My current research program can be divided into three strands of projects, as outlined below:

The History of Education

1. Sir Oliver Lodge: Physicist and Public Educationist

Sir Oliver Lodge was a prominent member of the Maxwellians, a group of physicists who set about the task of describing and interpreting Maxwell’s Treatise in the late Victorian Era. Lodge was also a thoughtful pedagogue who became what we might call an educationist – someone who is publically called upon to speak about matters of science education and the structure and purpose of education more generally. In this project I seek to understand how Lodge’s approach to pedagogy and his views on education were informed by his work and identity as a physicist, a physics professor and University Principal, and his long affiliation with the Society for Psychical Research. Currently, I am focused on Lodge’s career as an educationist following his election as first Professor of Physics at the University of Liverpool in 1881 through his term as the first Principal of the newly formed University of Birmingham in 1900. This research is being conducted using archival sources.

2. The Professional Education of Engineers in Canada: 1945-1965

This project is particularly interested in the role played by professional organizations such as the Engineering Institute of Canada (EIC) in the continuing education of engineers post graduation during the first two decades of the Cold War. This history is inextricably linked to the engineering profession’s continual search for increased status in both the academy and in society and reveals an ongoing tension between the academic education of engineers in undergraduate programs and the continuing, professional education of working engineers. This tension both informs and is informed by the changing socio-cultural context of North America in the twentieth century, as engineers were alternately called upon to both solve the challenges of the post-war era through the application of scientific and technological knowledge, and roundly criticised for adopting technocratic approaches to problem-solving. The continuing professional education of engineers was seen as a place to address perceived shortcomings of initial engineering education by local professional development courses, sometimes (though not always) supported by a local university and large engineering firms. These continuing education courses might also been seen as a political strategy by professional engineering associations to bolster the popular image of the engineer and to continue to develop strong professional ties within the engineering community. This research is being conducted using archival sources.

3. Multilingual Education at a Crossroads: 
Understanding crucibles of change in England, France, and Canada (1968-1978)

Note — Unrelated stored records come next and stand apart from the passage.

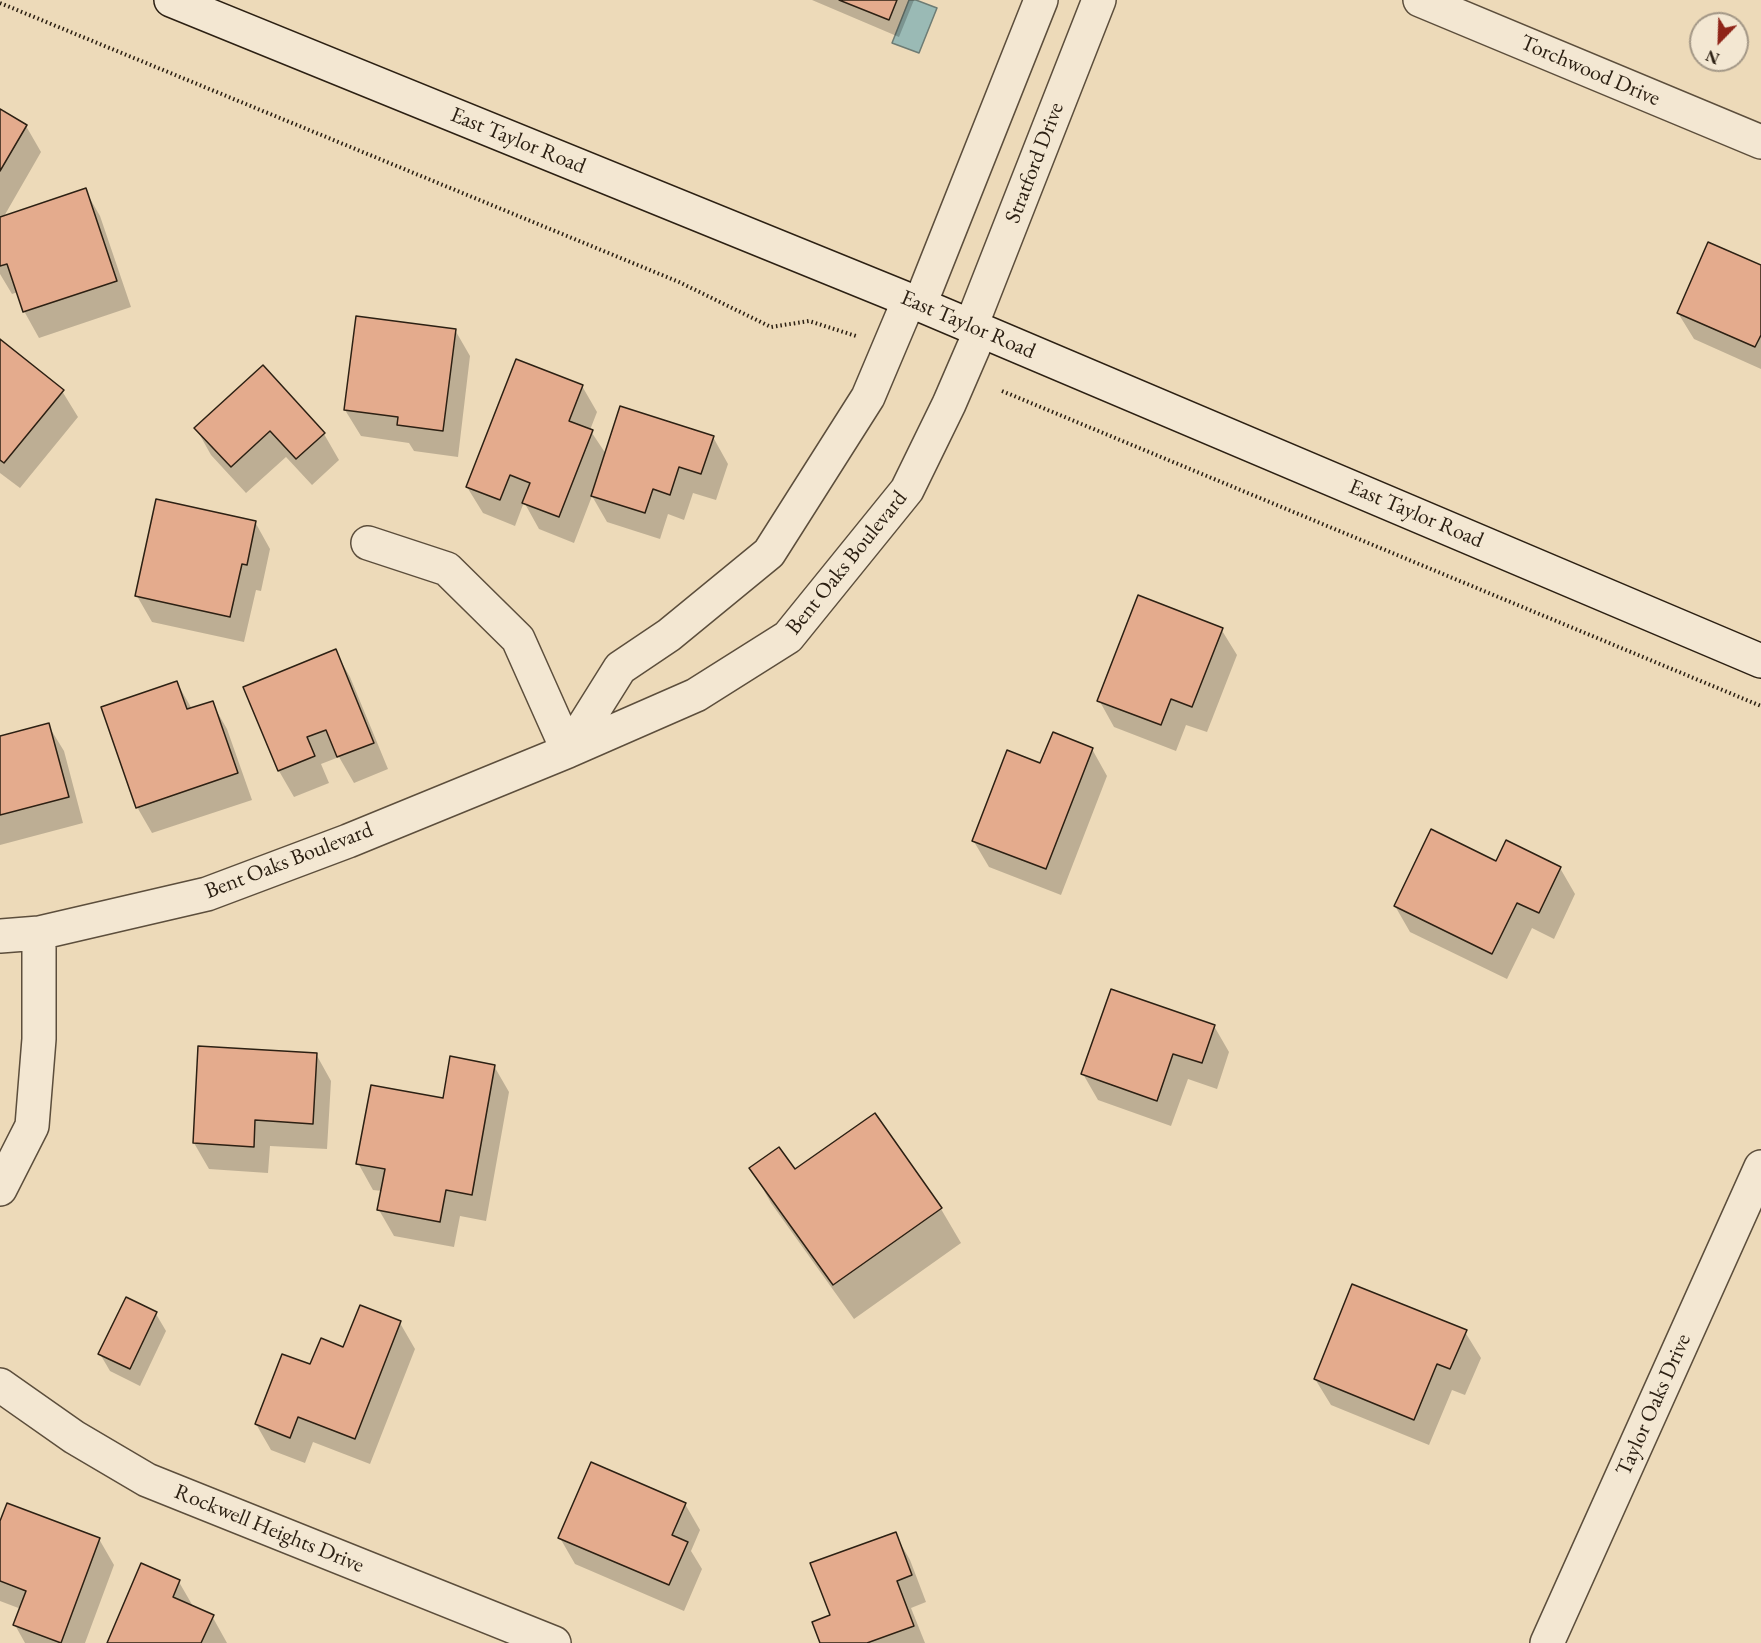 <!DOCTYPE html>
<style>
body{margin:0}
#map{position:relative;width:1761px;height:1643px;overflow:hidden;background:#eddab9;font-family:"EB Garamond",serif}
canvas{display:block}
.north{position:absolute;left:1689px;top:12px;width:60px;height:60px;box-sizing:border-box;background:#f3e7d2;border:2px solid #a39786;border-radius:50%;rotate:203deg;font-size:16px;font-weight:700;line-height:24px;text-align:center;color:#2c2013}
.north::after{content:'';display:block;margin:auto;width:21px;height:27px;background:#8f2418;clip-path:polygon(50% 0,100% 100%,50% 72%,0 100%)}
</style>
<div id="map">
<canvas width="1761" height="1643"></canvas>
<div class="north">N</div>
</div>
<script>
const ctx = document.querySelector('canvas').getContext('2d');
ctx.lineJoin = 'round';
function fill(path, color) { ctx.fillStyle = color; ctx.fill(path, 'evenodd'); }
const poly = rows => new Path2D(rows.map(r => 'M' + r).join(''));
function strokePath(path, color, width, dash) { ctx.strokeStyle = color; ctx.lineWidth = width; ctx.lineCap = dash ? 'butt' : 'round'; ctx.setLineDash(dash || []); ctx.stroke(path); }
function drawText(font, color, halo, rows, align = 'center') {
  ctx.font = font + ' "EB Garamond",serif'; ctx.lineWidth = 6; ctx.setLineDash([]); ctx.textBaseline = 'middle'; ctx.strokeStyle = halo; ctx.fillStyle = color; for (const [text, x, y, turn = 0] of rows) {
    ctx.save(); ctx.translate(x, y); ctx.rotate((+turn || 0) * Math.PI / 180); ctx.textAlign = isNaN(turn) ? turn : align; if (halo) ctx.strokeText(text, 0, 0); ctx.fillText(text, 0, 0); ctx.restore();
  }
}
const water = poly([
 [909,0,916,0,937,8,919,53,892,43,909,0]
]);
fill(water, '#9abab5');
strokePath(water, '#6e7c74', 1.5);
fill(poly([
 [812,0,914,0,899,37],
 [0,110,26,126,41,152,3,218,85,190,100,216,131,307,39,338,24,311,18,292,12,294,0,274],
 [1761,267,1761,369,1694,339,1678,313],
 [455,330,470,356,458,457,414,451,409,443,361,436,345,410],
 [0,341,62,391,78,417,20,488,0,473],
 [263,368,324,434,339,460,312,485,286,457,246,493,211,455,196,428],
 [582,386,597,412,590,430,606,454,713,437,728,464,716,500,693,493,684,520,668,514,660,539,607,522,592,496,574,543,539,529,524,502,515,526,483,513,467,487],
 [255,522,270,549,261,591,256,590,244,642,152,622,137,596],
 [1221,629,1237,655,1207,732,1186,725,1176,751,1114,727,1099,700],
 [335,651,350,677,388,769,354,783,339,757,321,764,329,783,294,797,279,771,245,687],
 [177,683,192,709,212,703,227,729,252,800,152,833,137,807],
 [48,725,64,751,83,823,0,845,0,737],
 [1092,749,1107,776,1061,895,989,867,973,840,1041,765],
 [1497,863,1560,868,1575,894,1554,939,1532,928,1507,979,1410,932,1395,906],
 [1214,1026,1229,1052,1217,1089,1188,1079,1171,1126,1098,1100,1083,1074],
 [316,1054,331,1081,327,1149,270,1146,268,1173,209,1169,194,1143],
 [494,1066,509,1092,486,1221,460,1216,454,1247,394,1236,379,1210,382,1191,373,1190,358,1163],
 [874,1115,941,1209,961,1243,854,1319,771,1203,751,1168,795,1171],
 [156,1314,166,1331,140,1386,110,1371,100,1354],
 [400,1323,415,1349,370,1464,313,1442,305,1463,271,1450,256,1424,311,1366],
 [1465,1332,1481,1358,1465,1395,1452,1390,1429,1445,1331,1405,1315,1379],
 [685,1504,700,1530,691,1551,702,1569,684,1611,575,1564,560,1538],
 [0,1525,99,1539,114,1565,85,1643,25,1643,15,1625,21,1609,0,1601],
 [895,1534,910,1560,926,1602,911,1608,925,1643,822,1643,832,1616],
 [179,1582,194,1608,212,1616,227,1643,108,1643]
]), '#0003');
const building = poly([
 [839,0,897,0,889,20,839,0],
 [0,109,27,125,0,171,0,109],
 [86,188,117,281,23,312,7,264,0,266,0,217,86,188],
 [1708,242,1761,265,1761,335,1755,347,1677,313,1708,242],
 [356,316,456,329,443,431,397,425,398,417,344,410,356,316],
 [0,339,64,390,4,463,0,460,0,339],
 [516,359,583,385,569,421,593,430,559,517,522,503,530,483,510,475,500,500,466,487,516,359],
 [263,365,325,433,296,459,270,431,231,467,194,428,263,365],
 [620,406,714,436,701,474,679,467,670,495,653,489,645,513,591,496,620,406],
 [156,499,256,521,247,565,242,564,230,617,135,596,156,499],
 [1138,595,1223,628,1192,707,1171,699,1161,725,1097,701,1138,595],
 [336,649,374,743,337,757,326,730,307,737,315,756,278,771,243,687,336,649],
 [177,681,187,709,213,701,238,773,136,808,101,707,177,681],
 [49,723,69,797,0,815,0,736,49,723],
 [1053,732,1093,748,1046,869,972,841,1007,750,1040,763,1053,732],
 [1431,829,1496,861,1506,840,1561,867,1539,913,1517,903,1492,954,1394,906,1431,829],
 [1111,989,1215,1025,1202,1063,1173,1054,1157,1101,1081,1074,1111,989],
 [198,1046,317,1053,313,1124,255,1120,254,1147,193,1143,198,1046],
 [450,1056,495,1065,472,1195,446,1190,440,1222,377,1210,385,1169,356,1164,371,1085,443,1098,450,1056],
 [875,1113,942,1208,833,1285,749,1168,779,1147,795,1169,875,1113],
 [1352,1284,1467,1330,1450,1369,1437,1364,1414,1420,1314,1379,1352,1284],
 [126,1297,157,1312,130,1369,98,1354,126,1297],
 [360,1305,401,1321,355,1439,298,1417,290,1438,255,1424,282,1354,310,1364,321,1338,343,1347,360,1305],
 [591,1462,686,1503,672,1535,688,1542,669,1585,558,1538,591,1462],
 [7,1503,100,1538,61,1643,13,1625,26,1591,0,1581,0,1521,7,1503],
 [896,1532,912,1575,897,1581,914,1626,867,1643,820,1643,812,1622,830,1615,810,1563,896,1532],
 [141,1563,180,1580,173,1597,214,1615,201,1643,107,1643,141,1563]
]);
fill(building, '#e4ab8d');
strokePath(building, '#2c2013', 1.5);
const minor = poly([
 [1420,0,1761,142],
 [920,304,1041,0],
 [971,326,1099,0],
 [368,543,447,569,518,639,568,751],
 [568,751,620,668,669,635,769,553,868,397,909,300],
 [0,936,39,933,207,894,348,841,568,751,696,695,788,637,907,490,949,404,981,330],
 [0,1189,32,1126,39,1039,39,933],
 [0,1385,74,1437,147,1480,554,1643],
 [1547,1643,1761,1167]
]);
const secondary = poly([
 [171,0,909,300,1761,661]
]);
strokePath(minor, '#5c4e3c', 36);
strokePath(secondary, '#2c2013', 36);
strokePath(poly([
 [0,3,679,282,771,327,809,321,856,336],
 [1002,391,1761,706]
]), '#2c2013', 4, [1.5, 3]);
strokePath(minor, '#f3e7d2', 33);
strokePath(secondary, '#f3e7d2', 33);
drawText('22px', '#2c2013', '#f3e7d2', [
 ["Torchwood Drive",1590,71,23],
 ["East Taylor Road",518,141,22],
 ["Stratford Drive",1035,163,-69],
 ["East Taylor Road",968,325,23],
 ["East Taylor Road",1416,514,23],
 ["Bent Oaks Boulevard",847,563,-51],
 ["Bent Oaks Boulevard",289,861,-21],
 ["Taylor Oaks Drive",1654,1405,-66],
 ["Rockwell Heights Drive",269,1529,22]
]);
</script>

The history of approaches to multilingual education is inexorably interwoven with both changes in language policy and changes in socio-cultural contexts. Multilingual and multicultural approaches to education at all levels are generally embraced by educational researchers, practicing teachers, and teacher educators around the world. A considerable amount of current research highlights the cognitive, affective, and socio-cultural advantages of taking seriously the multiple ways in which students might leverage their multilingual competencies for learning both school subjects and, at the level of teacher education, how to teach in the increasingly multicultural classrooms of today. The current situation is rather new, however, and some might argue that it had its genesis with the creation of modern Europe. The current enthusiasm for multilingual approaches to education tends to lack an historical perspective. Our research thus situates current debates within an historical context, a ten-year crucible in which attitudes toward multilingualism changed substantively. We focus on the decade spanning 1968-1978, which was a time of academic upheaval (e.g., the creation of several theories of multilingual education) and social change that stimulated new thinking around language education policies (e.g., immigration trends within England, the October Crisis in Canada, and the growing discontent directed at Arabic minority communities in France). This research is being conducted with Dr. Cécile Sabatier, using archival sources.

Reflective Practice and Teacher Education

1. Self-Study of Teaching and Teacher Education Practices

This research project is devoted to understanding how teacher educators (i.e., those who are responsible for teaching future teachers) construct professional knowledge of practice. As the back matter to my recently co-edited book on this topic reads: “A dilemma . . . arises in science teacher education of how to shift perspectives among student teachers from reductionist to more inclusive attitudes that are open to the mercurial realities of teaching.” I am currently interested in the role that the acculturating effects of undergraduate training in academic disciplines play in how future teachers perceive their professional identities and responsibilities, and how teacher educators respond to issues around identity formation in teacher candidates and in themselves. This work is being conducted using various forms of qualitative data collection and analysis with Dr. Megan Madigan Peercy and Dr. Cécile Sabatier.

My work in this  area also aims to contribute to the development of self-study methodology.

2. Maker Pedagogy

This research project is currently funded by a SSHRC Insight Development Grant. The project seeks to interrupt traditional approaches to teacher education by foregrounding principles of Maker thinking  (hack, adapt, design, create) in a teacher education program and in the early years of a teaching career. Teacher candidates participating in the study engage in a number of technology-focused projects in a small group environment throughout their pre-service program. Although many people think of “making” as being part of a larger “STEM” movement in education, our project takes an historically-informed view of the ways in which “making” and “tinkering” might be used to stimulate reflective practice and meaningful professional development for teachers.